▸ DATA TO PROCESS
========================
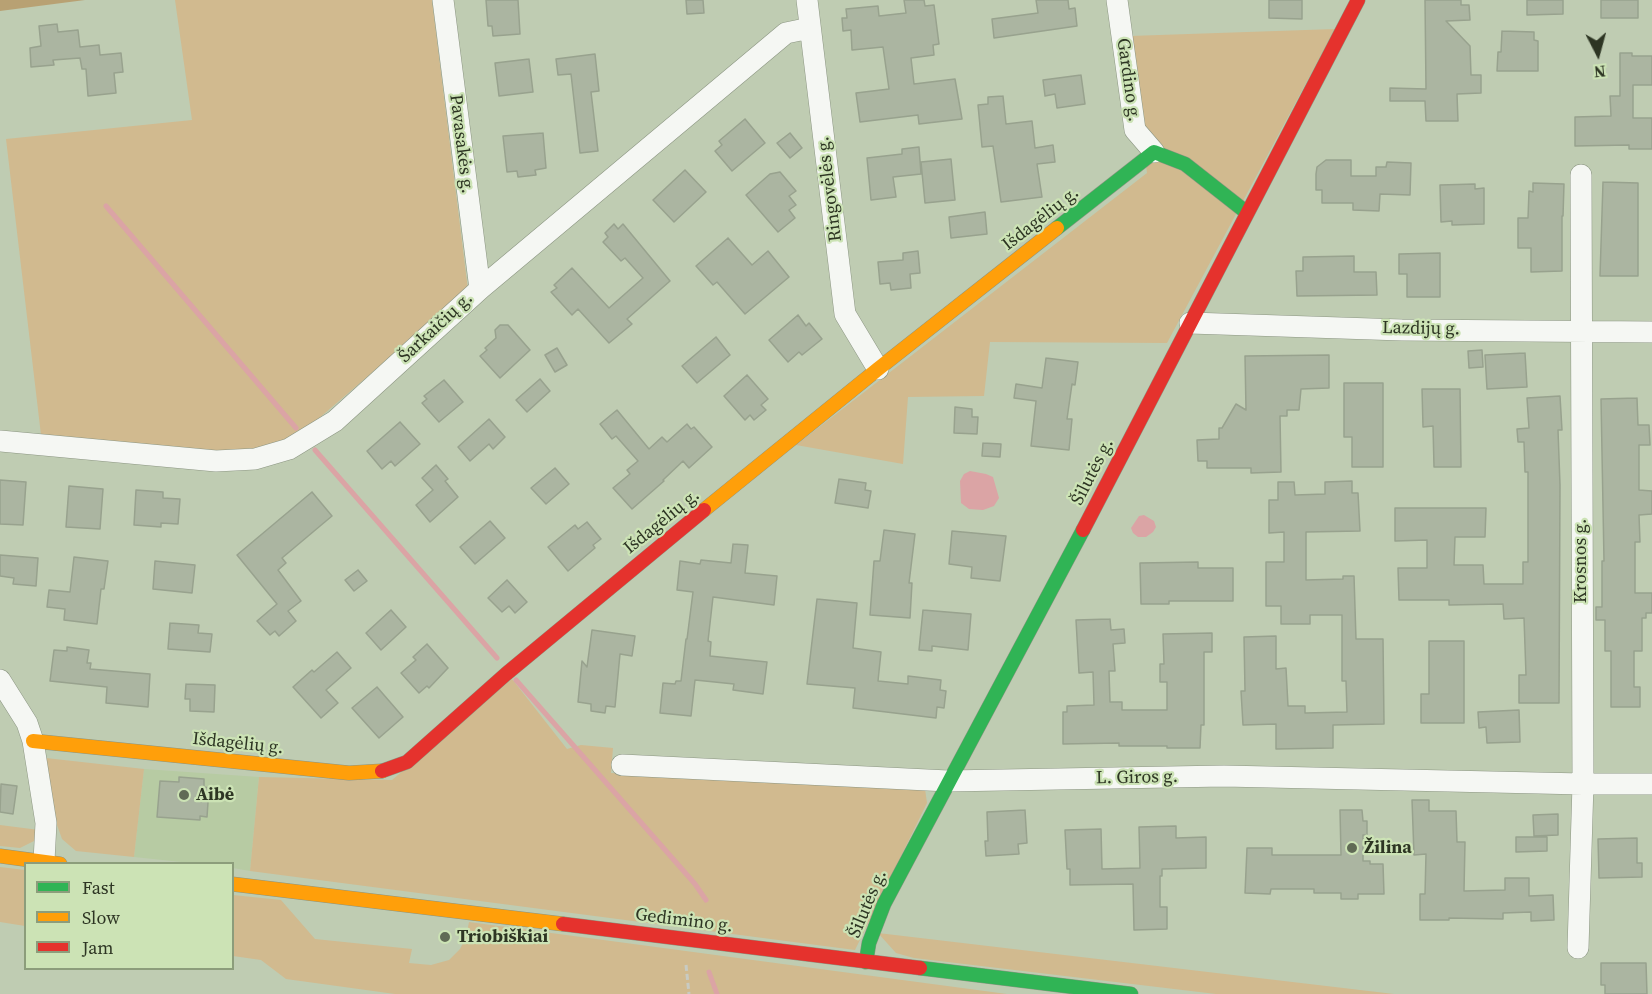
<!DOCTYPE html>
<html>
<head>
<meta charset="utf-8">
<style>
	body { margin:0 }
	#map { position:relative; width:1652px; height:994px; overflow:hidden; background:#bfccb2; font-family:"Source Serif 4",serif }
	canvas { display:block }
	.legend { position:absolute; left:24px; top:862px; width:210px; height:108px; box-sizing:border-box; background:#cce3b5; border:2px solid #8c9d7b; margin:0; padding:8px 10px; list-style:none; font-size:18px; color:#2d3523 }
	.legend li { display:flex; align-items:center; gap:12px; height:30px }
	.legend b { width:30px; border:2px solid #8c9d7b }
	.north { position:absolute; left:1568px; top:24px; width:60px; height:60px; -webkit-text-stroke:4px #cce3b5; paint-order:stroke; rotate:174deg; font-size:16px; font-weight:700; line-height:24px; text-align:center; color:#2d3523 }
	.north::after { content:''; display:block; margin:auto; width:21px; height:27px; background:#2d3523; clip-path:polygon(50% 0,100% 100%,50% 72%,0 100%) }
</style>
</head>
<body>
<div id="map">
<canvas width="1652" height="994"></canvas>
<ul class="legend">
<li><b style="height:8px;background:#30b455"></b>Fast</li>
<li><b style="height:8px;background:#ff9f0a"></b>Slow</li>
<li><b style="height:8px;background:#e5322d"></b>Jam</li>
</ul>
<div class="north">N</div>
</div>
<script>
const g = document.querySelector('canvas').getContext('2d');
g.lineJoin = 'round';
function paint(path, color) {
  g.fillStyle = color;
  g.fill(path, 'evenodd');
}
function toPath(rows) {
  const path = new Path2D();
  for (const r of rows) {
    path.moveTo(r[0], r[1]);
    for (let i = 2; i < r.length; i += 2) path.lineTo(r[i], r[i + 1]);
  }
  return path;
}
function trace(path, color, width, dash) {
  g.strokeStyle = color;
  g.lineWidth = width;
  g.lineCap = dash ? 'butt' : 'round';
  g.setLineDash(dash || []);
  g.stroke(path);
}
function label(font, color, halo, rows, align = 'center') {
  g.font = font + ' "Source Serif 4",serif';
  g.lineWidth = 4.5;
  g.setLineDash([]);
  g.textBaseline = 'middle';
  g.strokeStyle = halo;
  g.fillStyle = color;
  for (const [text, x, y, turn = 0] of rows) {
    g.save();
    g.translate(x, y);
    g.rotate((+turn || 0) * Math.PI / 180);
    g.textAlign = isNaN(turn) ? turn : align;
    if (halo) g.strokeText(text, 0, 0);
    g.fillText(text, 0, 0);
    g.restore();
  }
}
paint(toPath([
	[144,769,259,777,250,871,233,868,232,864,191,863,134,857]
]), '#b7cba3');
paint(toPath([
	[175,0,432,0,468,290,296,438,259,452,202,452,41,435,6,139,192,120],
	[1335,29,1167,343,990,342,984,396,908,397,903,464,796,445,1147,173,1130,36],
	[512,679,567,749,581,745,613,748,611,773,920,787,925,789,927,803,855,950,250,871,259,777,392,780],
	[46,758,144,769,134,857,76,851,62,839,57,825],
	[0,825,39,830,34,841,20,848,0,846],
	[0,867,25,870,25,926,0,922],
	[233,895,281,900,315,939,412,949,409,963,431,965,449,960,460,949,466,937,469,922,1007,994,395,994,286,979,261,960,233,956],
	[878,933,1394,994,1216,994,914,958,896,953]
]), '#d1ba8f');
paint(toPath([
	[0,0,85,0,0,11]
]), '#b8a173');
paint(toPath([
	[970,471,986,474,993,477,999,498,994,506,983,510,969,509,961,503,960,481,964,474],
	[1144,515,1154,521,1156,527,1153,532,1146,537,1138,537,1133,533,1131,528,1139,516]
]), '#dba4a5');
trace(toPath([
	[106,206,296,428],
	[315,450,497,658],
	[516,680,695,884,706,900],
	[709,972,717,994]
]), '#dba4a5', 5);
const building = toPath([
	[486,0,518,0,520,34,493,36,492,26,488,26,486,0],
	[686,0,703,0,704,13,687,14,686,0],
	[904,0,924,0,925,6,934,5,939,44,933,45,934,55,911,58,914,84,955,79,962,119,919,124,918,115,860,122,856,93,889,89,883,47,852,50,851,30,843,31,842,18,847,18,846,9,878,6,879,16,906,13,904,0],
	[1036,0,1068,0,1069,9,1075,8,1077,26,994,38,992,19,1038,13,1036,0],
	[1269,0,1302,0,1302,19,1269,18,1269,0],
	[1425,0,1461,0,1461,5,1469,5,1470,20,1446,21,1470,46,1471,75,1481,75,1481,93,1457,94,1458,121,1426,121,1425,101,1390,101,1390,88,1426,89,1425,0],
	[1527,0,1563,0,1563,14,1527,15,1527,0],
	[1601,0,1638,0,1638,18,1601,18,1601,0],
	[57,24,58,32,78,30,80,47,99,45,100,55,121,53,123,72,114,73,116,93,88,96,86,69,82,69,80,58,53,60,54,65,31,67,30,48,41,46,39,26,57,24],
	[1502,31,1534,32,1534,40,1538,41,1538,71,1497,71,1498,52,1501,52,1502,31],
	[1620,53,1632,53,1632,56,1652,56,1652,85,1633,85,1633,118,1652,118,1652,149,1629,149,1629,145,1575,146,1575,117,1611,116,1610,96,1620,96,1620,53],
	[595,54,599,91,591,92,598,151,580,153,571,74,558,75,556,59,595,54],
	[529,59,533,92,499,96,495,63,529,59],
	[1081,75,1085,104,1057,108,1055,94,1045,96,1043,80,1081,75],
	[1003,96,1006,124,1032,121,1035,148,1053,145,1055,162,1037,164,1042,197,1001,202,993,146,982,147,978,105,988,104,988,97,1003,96],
	[745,119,765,143,732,171,715,151,722,145,719,141,745,119],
	[543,133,546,168,535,170,536,175,518,177,517,171,507,172,503,136,543,133],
	[790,133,802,148,790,158,777,143,790,133],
	[919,147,921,174,893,177,896,197,871,200,867,158,902,154,902,149,919,147],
	[951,159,955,200,925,203,921,162,951,159],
	[1326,160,1351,160,1351,176,1376,176,1376,167,1386,167,1387,162,1411,163,1410,195,1380,194,1379,211,1353,210,1353,203,1322,203,1322,190,1316,190,1316,174,1317,167,1326,160],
	[685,170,706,192,674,222,653,200,685,170],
	[780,172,796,191,789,196,796,205,789,210,795,218,778,232,746,195,770,174,780,172],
	[1603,182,1638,183,1638,276,1600,276,1603,182],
	[1533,183,1564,184,1563,216,1562,216,1562,271,1531,272,1531,248,1518,248,1518,218,1528,218,1529,191,1533,192,1533,183],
	[1475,184,1475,189,1484,188,1484,224,1452,225,1452,221,1441,222,1440,185,1475,184],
	[985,212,987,234,951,238,949,217,985,212],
	[614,224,618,229,623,224,670,281,627,319,632,324,609,343,578,309,572,315,551,292,557,288,554,285,572,268,609,308,643,278,625,258,621,261,603,242,608,237,605,233,614,224],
	[728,238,752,265,768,251,789,277,745,314,717,282,713,285,696,266,728,238],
	[918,251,920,273,910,274,911,288,891,290,890,283,880,284,878,262,903,260,903,253,918,251],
	[1440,253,1440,297,1407,297,1407,274,1399,274,1399,254,1440,253],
	[1354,256,1354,272,1376,272,1377,295,1297,296,1296,271,1303,271,1303,257,1354,256],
	[798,315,806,326,809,323,822,339,802,355,799,352,788,362,769,340,798,315],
	[500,325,508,325,530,350,500,378,480,356,487,350,485,348,496,338,495,330,500,325],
	[716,337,730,355,697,383,682,366,716,337],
	[557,348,567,365,555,372,545,355,557,348],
	[1482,350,1483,367,1469,368,1468,351,1482,350],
	[1525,353,1527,387,1487,389,1485,355,1525,353],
	[1329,355,1329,388,1301,389,1299,410,1287,410,1287,416,1280,416,1281,472,1251,473,1251,468,1207,468,1207,461,1198,461,1197,440,1219,439,1219,428,1222,428,1236,404,1246,410,1245,356,1329,355],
	[1046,358,1078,362,1075,385,1072,384,1067,419,1072,419,1069,450,1031,446,1036,401,1014,398,1016,384,1042,388,1046,358],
	[747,375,768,399,761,405,766,410,754,420,750,415,745,420,724,396,747,375],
	[540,379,550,391,527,412,516,400,540,379],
	[444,380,463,402,439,422,422,403,427,399,424,396,444,380],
	[1344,383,1383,383,1383,467,1352,467,1352,437,1344,437,1344,383],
	[1422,389,1460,389,1461,467,1434,467,1433,426,1423,427,1422,389],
	[1560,396,1562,430,1558,430,1560,485,1559,703,1519,703,1519,675,1526,675,1524,618,1504,619,1503,604,1449,605,1449,600,1399,600,1398,568,1427,568,1427,540,1395,541,1395,508,1486,508,1485,537,1455,537,1454,565,1483,565,1484,584,1523,584,1523,562,1528,562,1528,472,1525,472,1524,442,1518,442,1517,429,1529,428,1527,398,1560,396],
	[1637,398,1638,425,1649,425,1650,445,1639,445,1639,490,1652,491,1652,514,1639,515,1640,542,1635,542,1635,593,1652,593,1652,613,1646,613,1646,618,1642,618,1642,651,1634,651,1634,687,1640,687,1640,707,1611,707,1611,651,1605,651,1605,620,1596,620,1596,607,1602,607,1602,561,1604,561,1601,399,1637,398],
	[955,407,972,409,972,417,978,417,977,434,954,433,955,407],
	[617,410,649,449,662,437,667,442,687,424,691,429,694,427,712,447,689,468,683,461,663,480,664,481,632,509,613,488,630,474,627,470,638,461,616,436,612,439,600,424,617,410],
	[489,419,505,437,493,449,489,444,470,461,458,447,489,419],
	[400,422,420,444,395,466,391,461,382,469,367,451,400,422],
	[983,443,1001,444,1000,457,982,456,983,443],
	[436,465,448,479,445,481,458,497,430,522,416,505,433,490,422,478,436,465],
	[555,468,569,484,546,504,531,488,555,468],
	[839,479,866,483,865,490,871,491,868,508,835,503,839,479],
	[0,480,26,482,23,525,0,524,0,480],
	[1352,481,1352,493,1358,493,1360,531,1306,532,1306,580,1343,579,1343,576,1354,576,1356,639,1383,639,1384,724,1333,725,1333,748,1276,749,1276,724,1243,725,1241,691,1245,691,1244,637,1276,636,1276,669,1286,668,1288,706,1305,706,1305,713,1347,712,1346,681,1342,681,1342,615,1310,615,1310,624,1281,624,1281,606,1266,606,1266,562,1284,562,1284,532,1269,533,1269,500,1278,500,1278,482,1294,482,1295,495,1325,494,1325,482,1352,481],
	[69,486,103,489,100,529,66,527,69,486],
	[136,490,163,492,163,498,180,499,178,524,161,523,161,527,134,525,136,490],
	[312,492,332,516,282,558,286,563,278,570,301,601,288,611,296,621,279,636,275,631,270,635,257,621,277,604,237,555,312,492],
	[490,521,505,538,475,564,460,547,490,521],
	[587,522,601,539,593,545,595,548,568,571,548,547,575,525,578,529,587,522],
	[884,530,915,534,909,583,912,583,910,618,870,615,874,561,880,561,884,530],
	[952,531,1006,536,1000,581,971,578,972,567,949,564,952,531],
	[733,544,748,545,745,573,777,576,774,605,713,597,708,641,711,642,710,656,767,662,763,694,733,690,734,684,695,680,691,716,660,713,663,683,675,684,676,681,681,681,686,639,687,639,693,592,677,590,680,561,700,564,701,560,731,563,733,544],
	[0,555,38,558,36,586,13,584,14,578,0,576,0,555],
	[74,557,108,561,104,589,101,589,97,624,64,620,65,609,47,607,49,590,70,592,74,557],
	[155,561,195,565,192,593,153,589,155,561],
	[1198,562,1198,568,1233,568,1233,601,1169,601,1169,604,1141,604,1140,563,1198,562],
	[358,570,367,581,354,591,345,580,358,570],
	[507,580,527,602,515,613,509,606,502,612,488,598,507,580],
	[817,599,857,603,853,648,881,652,878,681,908,684,908,676,941,680,940,690,946,691,944,708,937,707,936,718,853,708,855,688,807,684,817,599],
	[391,610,406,627,381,650,366,633,391,610],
	[923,610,971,614,968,650,932,646,932,651,919,650,923,610],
	[1110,619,1111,630,1124,629,1125,643,1113,644,1115,671,1109,671,1110,702,1122,702,1122,710,1167,710,1167,682,1160,682,1160,664,1164,664,1163,634,1212,633,1212,652,1204,652,1204,725,1201,725,1200,748,1167,748,1167,746,1119,746,1119,743,1063,744,1063,712,1067,712,1067,706,1094,705,1093,672,1079,673,1076,620,1110,619],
	[170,623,199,625,198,633,212,634,210,652,168,649,170,623],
	[592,630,635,636,632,656,620,654,615,707,606,706,605,713,591,711,591,704,578,702,582,661,587,667,592,630],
	[1429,641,1464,641,1464,723,1421,723,1421,694,1429,694,1429,641],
	[427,644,448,668,429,688,427,686,419,693,401,673,416,660,413,657,427,644],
	[67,647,89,650,87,663,91,663,90,669,150,674,148,707,106,703,107,687,50,681,54,650,67,651,67,647],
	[337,652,351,668,326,690,338,703,321,718,293,687,312,670,314,672,337,652],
	[186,684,215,685,214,712,190,711,190,699,185,699,186,684],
	[377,687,403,717,379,738,352,708,377,687],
	[1519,710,1520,742,1487,743,1486,727,1479,728,1478,712,1519,710],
	[179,777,204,779,204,787,209,788,207,817,200,816,200,820,157,817,160,781,179,782,179,777],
	[1,784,17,786,13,814,0,812,1,784],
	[1412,800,1429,800,1429,811,1456,811,1457,842,1465,842,1464,891,1505,890,1505,878,1529,878,1529,896,1553,895,1554,920,1531,921,1531,912,1503,913,1503,919,1449,918,1449,920,1420,920,1420,894,1425,894,1426,854,1414,855,1412,800],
	[1025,810,1027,843,1018,844,1019,854,986,856,985,841,988,841,987,812,1025,810],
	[1340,810,1362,810,1363,821,1367,821,1367,835,1363,835,1363,861,1370,861,1370,864,1383,864,1384,894,1358,894,1358,899,1341,899,1341,893,1314,893,1314,889,1271,889,1270,894,1245,893,1247,848,1272,848,1272,855,1341,855,1340,810],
	[1558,814,1558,835,1534,836,1533,815,1558,814],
	[1176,826,1176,838,1206,837,1206,868,1162,869,1162,876,1160,876,1160,907,1167,907,1167,929,1134,930,1133,884,1070,885,1070,869,1067,869,1065,830,1101,829,1102,869,1140,868,1139,827,1176,826],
	[1516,837,1547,837,1547,851,1516,852,1516,837],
	[1637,838,1637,863,1642,863,1642,877,1599,878,1598,839,1637,838],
	[1601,963,1646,963,1647,994,1605,994,1605,985,1601,985,1601,963]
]);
paint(building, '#abb5a1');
trace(building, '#98a28e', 1.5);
const street = toPath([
	[443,0,480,289],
	[807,0,845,314,878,369],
	[1117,0,1135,130,1154,152],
	[1190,323,1402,330,1652,332],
	[0,441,216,461,255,459,289,449,335,421,480,289,786,33,810,28],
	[0,680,27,723,33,741,46,823,44,861],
	[622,765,948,781,1224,776,1583,784,1652,784],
	[1578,948,1583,784,1581,175]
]);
const fast = toPath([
	[1057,228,1154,152,1185,164,1246,212],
	[866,962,869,943,884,904,1083,530],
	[920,968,1131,994]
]);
const slow = toPath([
	[704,510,878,369,1057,228],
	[33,741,349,773,382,771],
	[0,856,60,864],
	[232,884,563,924]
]);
const jam = toPath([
	[1083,530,1358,0],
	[382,771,407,762,506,674,704,510],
	[563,924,920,968]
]);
trace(street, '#8b9582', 22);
trace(fast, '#8b9582', 15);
trace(slow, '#8b9582', 15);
trace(jam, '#8b9582', 15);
trace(toPath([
	[686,965,689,994]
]), '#c8cbc3', 3, [6, 3]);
trace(street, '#f5f7f3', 21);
trace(fast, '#30b455', 14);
trace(slow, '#ff9f0a', 14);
trace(jam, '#e5322d', 14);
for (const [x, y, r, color] of [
	[184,795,6,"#606a55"],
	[1352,848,6,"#606a55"],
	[445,937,6,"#606a55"]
]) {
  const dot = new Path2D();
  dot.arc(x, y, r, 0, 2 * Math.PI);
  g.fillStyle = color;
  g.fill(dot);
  trace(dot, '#cce3b5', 2);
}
label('18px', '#2d3523', '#cce3b5', [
	["Gardino g.",1128,80,82],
	["Pavasakės g.",461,144,83],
	["Ringovėlės g.",830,189,-97],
	["Išdagėlių g.",1041,219,-38],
	["Šarkaičių g.",436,328,-43],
	["Lazdijų g.",1421,329,1],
	["Šilutės g.",1093,472,-63],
	["Išdagėlių g.",662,522,-39],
	["Krosnos g.",1581,561,-90],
	["Išdagėlių g.",238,744,6],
	["L. Giros g.",1137,778,-1],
	["Šilutės g.",868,904,-67],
	["Gedimino g.",684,921,7]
]);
label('bold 18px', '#2d3523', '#cce3b5', [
	["Aibė",196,795],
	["Žilina",1364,848],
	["Triobiškiai",457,937]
], 'left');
</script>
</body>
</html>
========================
Count of lines with the string "strokeStyle" in the material above: give that number only.

▸ RESULT OF THIS TASK
2